Seulement voilà, ce livre-là, je ne peux pas le lire aux enfants parce qu’il m’a bouleversée. Dans les moments de peine et de tristesse du deuil, où nous avons essentiellement besoin de tendresse, cet ouvrage est d’une douceur infinie. Tout d’abord, son ton pastel et ses couleurs douces sont comme un baume au cœur. Les dessins sont épurés et laissent l’espace à nos pensées, nos sentiments, nos sourires et nos larmes. Plus que de donner une leçon ou de bons conseils, ce livre nous recueille et nous porte. Quant au texte, très poétique, il nous parle de ce qui est perdu mais surtout de ce qu’il nous reste, de nos trésors de relation accumulés avec infiniment de tendresse. Si dans ce numéro de la Revue nous parlons de l’engagement de nos corps au travail, il en va aussi parfois de l’engagement de notre cœur. Raconter une histoire c’est l’habiter, faire corps avec le texte, c’est vivre le récit. Aussi bons professionnels que nous soyons, nous travaillons avec ce que nous sommes, avec nos limites autant corporelles qu’émotionnelles. Certaines situations professionnelles entrent en résonnance avec notre vécu, ce qui fait notre richesse. Dès lors je me pose certaines questions. Devons-nous raconter uniquement des histoires qui font rire ou dont nous maîtrisons le message affectif ? Un professionnel doit-il toujours contrôler toutes ses émotions pour être un « bon professionnel » ? Quelle « juste place » laisser à notre sensibilité ? Peut-on aussi pleurer devant les enfants ? Je n’ai pas encore de réponses.

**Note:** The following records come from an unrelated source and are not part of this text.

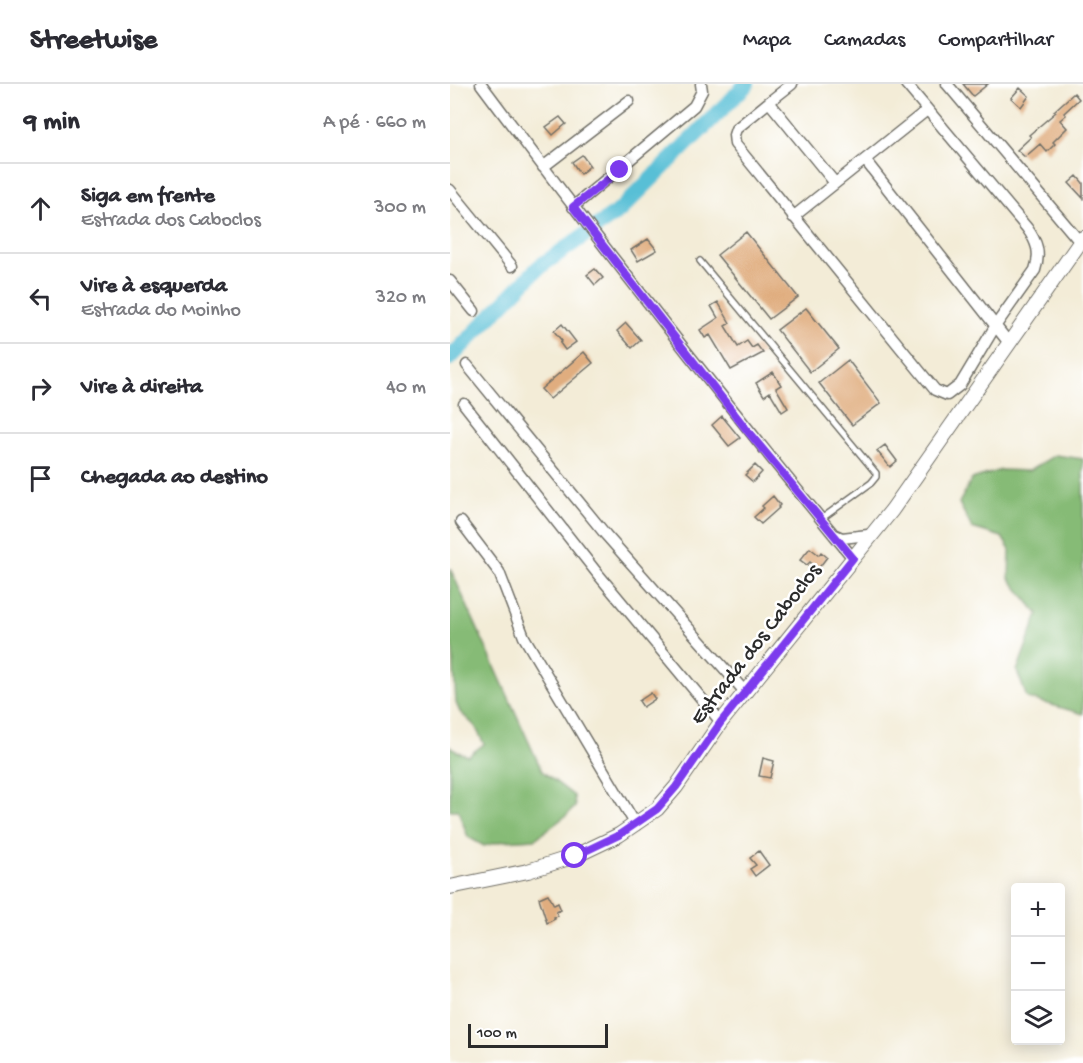 <!DOCTYPE html>
<html lang="pt">
<meta charset="utf-8">
<style>
:root{--surface:#fff;--page:#f2f2f3;--text:#2b2b33;--muted:#7c7c81;--line:#e1e1e2}
body{margin:0;font-family:"Gochi Hand",sans-serif;background:var(--page);color:var(--text)}
.controls{position:absolute;right:18px;bottom:18px;display:grid;overflow:hidden;border-radius:6px;box-shadow:0 3px 15px #0003}
.controls button{width:54px;height:54px;display:grid;place-items:center;padding:0;border:0;border-bottom:2px solid var(--line);background:var(--surface);color:var(--text);font:30px sans-serif}
.scale{position:absolute;left:18px;bottom:15px;width:140px;box-sizing:border-box;padding-left:6px;border:3px solid #2b2b2b;border-top:0;font-size:16px;line-height:21px;white-space:nowrap;color:#2b2b2b;-webkit-text-stroke:4px #fff;paint-order:stroke}
.stop{position:absolute;width:18px;height:18px;margin:-14px;border:4px solid #7c3aed;border-radius:50%;background:#fff}
.stop.end{background:#7c3aed;border-color:#fff;box-shadow:0 2px 6px #0008}
.list{margin:0;padding:0;list-style:none}
h2{display:flex;justify-content:space-between;align-items:center;height:78px;margin:0;padding:0 24px;font-size:26px}
h2 small{font-size:20px;font-weight:400;color:var(--muted)}
.list li{display:grid;grid-template-columns:39px 1fr auto;gap:18px;align-items:center;box-sizing:border-box;height:90px;padding:0 24px;border-top:2px solid var(--line)}
.list b{display:block;font-size:22px;white-space:nowrap}
.list p{margin:0;font-size:20px;white-space:nowrap;color:var(--muted)}
.list em{font-size:20px;font-style:normal;color:var(--muted)}
.icon{flex:none;width:33px;height:33px;fill:none;stroke:currentColor;stroke-width:2;stroke-linecap:round;stroke-linejoin:round}
.map{position:relative;flex:none;width:633px;height:979px;overflow:hidden}
header{display:flex;align-items:center;gap:36px;box-sizing:border-box;height:84px;padding:0 30px;background:var(--surface);border-bottom:2px solid var(--line)}
header strong{font-size:28px}
nav{display:flex;gap:33px;margin-inline-start:auto;font-size:21px}
main{display:flex}
aside{flex:1;background:var(--surface)}
.map>svg:first-child{display:block}
.forest{fill:#86bb76;stroke:#587350;stroke-width:1.5}
.lines{fill:none;stroke-linecap:round;stroke-linejoin:round}
.river{stroke:#59bfd6;stroke-width:16}
.building{fill:#e0ad7f}
.service-casing{stroke:#716f67;stroke-width:8}
.minor-casing{stroke:#716f67;stroke-width:13}
.tertiary-casing{stroke:#716f67;stroke-width:16}
.service{stroke:#fff;stroke-width:5}
.minor{stroke:#fff;stroke-width:10}
.tertiary{stroke:#fff;stroke-width:14}
.route{stroke:#7c3aed;stroke-width:8}
.labels{text-anchor:middle;dominant-baseline:central;stroke-width:5;stroke-linejoin:round;paint-order:stroke}
.street-label{font-size:22px;fill:#2b2b2b;stroke:#fff}
</style>
<header>
<strong>Streetwise</strong>
<nav><a>Mapa</a><a>Camadas</a><a>Compartilhar</a></nav>
</header>
<main>
<aside>
<h2>9 min<small>A pé · 660 m</small></h2>
<ul class="list">
<li><svg class="icon" aria-label="ahead" viewBox="0 0 24 24"><path d="M12 20V5M6 11l6-6 6 6"/></svg><div><b>Siga em frente</b><p>Estrada dos Caboclos</p></div><em>300 m</em></li>
<li><svg class="icon" aria-label="left" viewBox="0 0 24 24"><path d="M17 20v-9H6M10 6l-5 5 5 5"/></svg><div><b>Vire à esquerda</b><p>Estrada do Moinho</p></div><em>320 m</em></li>
<li><svg class="icon" aria-label="right" viewBox="0 0 24 24"><path d="M7 20v-9h11M14 6l5 5-5 5"/></svg><div><b>Vire à direita</b></div><em>40 m</em></li>
<li><svg class="icon" aria-label="arrive" viewBox="0 0 24 24"><path d="M6 21V4h12l-3 4 3 4H6"/></svg><div><b>Chegada ao destino</b></div></li>
</ul>
</aside>
<div class="map">
<svg width="633" height="979" viewBox="0 0 633 979">
<rect width="100%" height="100%" fill="#fff"/>
<filter id="ink" filterUnits="userSpaceOnUse"><feTurbulence type="fractalNoise" baseFrequency=".0167" numOctaves="2"/><feDisplacementMap in="SourceGraphic" scale="12" xChannelSelector="R" yChannelSelector="G"/><feConvolveMatrix kernelMatrix="1 2 1 2 8 2 1 2 1" color-interpolation-filters="sRGB"/></filter>
<filter id="wash" filterUnits="userSpaceOnUse"><feTurbulence type="fractalNoise" baseFrequency=".008" numOctaves="4" result="noise"/><feDisplacementMap in="SourceGraphic" scale="24" xChannelSelector="R" yChannelSelector="G"/><feGaussianBlur stdDeviation="1.35" result="paint"/><feColorMatrix in="noise" values="0 0 0 0 0 0 0 0 0 0 0 0 0 0 0 0 0 1.4 0 .05"/><feComposite in="paint" operator="in"/></filter>
<g filter="url(#wash)">
<rect width="100%" height="100%" fill="#f3ecd7"/>
<path class="forest" d="M605,371L633,375V630L577,614L567,587L588,530L559,494L560,466L552,453L522,444L509,419L522,395L551,386L579,387Z
M0,484L92,687L124,712L125,723L117,731L85,755L53,757L34,762L18,753L8,726H0V662L8,668L18,672L34,660L25,642L10,628L6,619L3,567L0,556Z"/>
<g class="lines">
<path class="river" d="M0,274L89,183L169,127L297,0"/>
</g>
<g id="blocks">
<path class="building" d="M513,0H538L523,12Z
M570,4L579,12L571,23L561,14Z
M624,9L629,15L614,29L616,31L610,36L617,44L603,58L605,60L597,68L590,60L575,73L567,66L581,53L579,51L606,28L604,27Z
M110,33L116,40L103,51L96,43Z
M132,71L140,82L130,90L122,78Z
M627,92L633,99V114L619,99Z
M296,148L348,213L319,235L267,171Z
M198,155L207,166L188,177L181,166Z
M145,185L153,194L145,201L137,191Z
M268,218L280,239L275,242L288,263L297,257L302,264L307,261L313,269L281,286L260,251L255,254L250,246L268,234L261,222Z
M356,224L389,265L360,288L327,246Z
M176,239L191,256L182,264L167,247Z
M112,240L126,258L115,266L110,259L112,257L104,247Z
M134,268L143,279L100,315L91,305Z
M398,276L431,319L402,341L369,299Z
M323,288L331,301L326,304L338,324L332,328L320,308L314,312L306,299Z
M272,332L290,354L279,362L262,341Z
M435,361L447,377L440,383L427,367Z
M305,381L312,388L303,398L295,391Z
M323,412L330,421L328,423L329,424L311,440L304,433L314,424L312,422Z
M360,464L369,471L371,468L377,473L368,485L360,478L357,481L350,476Z
M201,609L205,615L193,623L189,617Z
M313,674L324,677L320,694L309,692Z
M309,767L319,781L305,792L300,785L306,781L300,774Z
M98,810L104,821L108,819L111,826L106,828L108,832L104,833L105,835L97,839L89,814Z"/>
</g>
</g>
<g filter="url(#ink)">
<use href="#blocks" fill-opacity="0" stroke="#716f67" stroke-width="1.5"/>
<g class="lines">
<defs>
<path id="service" d="M250,177L426,389V393L421,399L371,435"/>
<path id="minor" d="M31,0C151,161 275,319 403,474
M497,0L630,158
M319,18L342,0
M415,76L559,259
M93,83L179,17
M385,99L319,18L286,45L284,51L285,60L485,306L497,311L510,301L546,241L585,186C591,169 587,158 577,144L456,0
M0,106L62,182
M123,123L244,22L252,7L251,0
M343,133L477,26
M0,197L24,227
M17,281L156,451L296,609
M14,320L147,489L271,638
M11,438L49,488L74,553L186,741
M383,450L392,454L418,451L420,453"/>
<path id="tertiary" d="M0,803L78,787L125,772L169,751L207,725L226,703L271,638L442,426L633,154"/>
</defs>
<use href="#service" class="service-casing"/>
<use href="#minor" class="minor-casing"/>
<use href="#tertiary" class="tertiary-casing"/>
<use href="#service" class="service"/>
<use href="#minor" class="minor"/>
<use href="#tertiary" class="tertiary"/>
</g>
</g>
<g class="lines" filter="url(#ink)">
<path class="route" d="M125,772L169,751L207,725L226,703L271,638L403,474L300,350L123,123L170,86"/>
</g>
<g class="labels">
<g class="street-label">
<text transform="translate(307 561) rotate(-52)">Estrada dos Caboclos</text>
</g>
</g>
</svg>
<div class="controls">
<button>+</button>
<button>−</button>
<button><svg class="icon" aria-label="layers" viewBox="0 0 24 24"><path d="M12 4l9 5-9 5-9-5zM3 14l9 5 9-5"/></svg></button>
</div>
<div class="scale">100 m</div>
<div class="stop" style="left:125px;top:772px"></div>
<div class="stop end" style="left:170px;top:86px"></div>
</div>
</main>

Finalement, j’ai acheté ce livre pour moi et j’en ai trouvé d’autres tout aussi pertinents et délicats sur le sujet que je peux lire aux enfants sans être débordée d’émotions. Au fil de ma pratique, j’apprends que le « bon éducateur » n’est pas forcément celui qui sait tout faire et peut tout assumer. C’est celui qui connaît et reconnait ses limites, travaille avec elles et parvient à lâcher prise. Quant à cet ouvrage, je ne vous en dirai pas plus, je vous laisse le découvrir. J’espère qu’il vous fera du bien, et peut-être qu’il vous sera possible de le lire aux enfants. Personnellement, avec ce livre, j’ai lâché quelque chose : j’ai un peu laissé mon âme au vent.

Sophie Uhlmann

[1] Alix Noble Burnand, Lausanne, conteuse et thanatologue, donne des conférences sur « la mort et l’enfant ».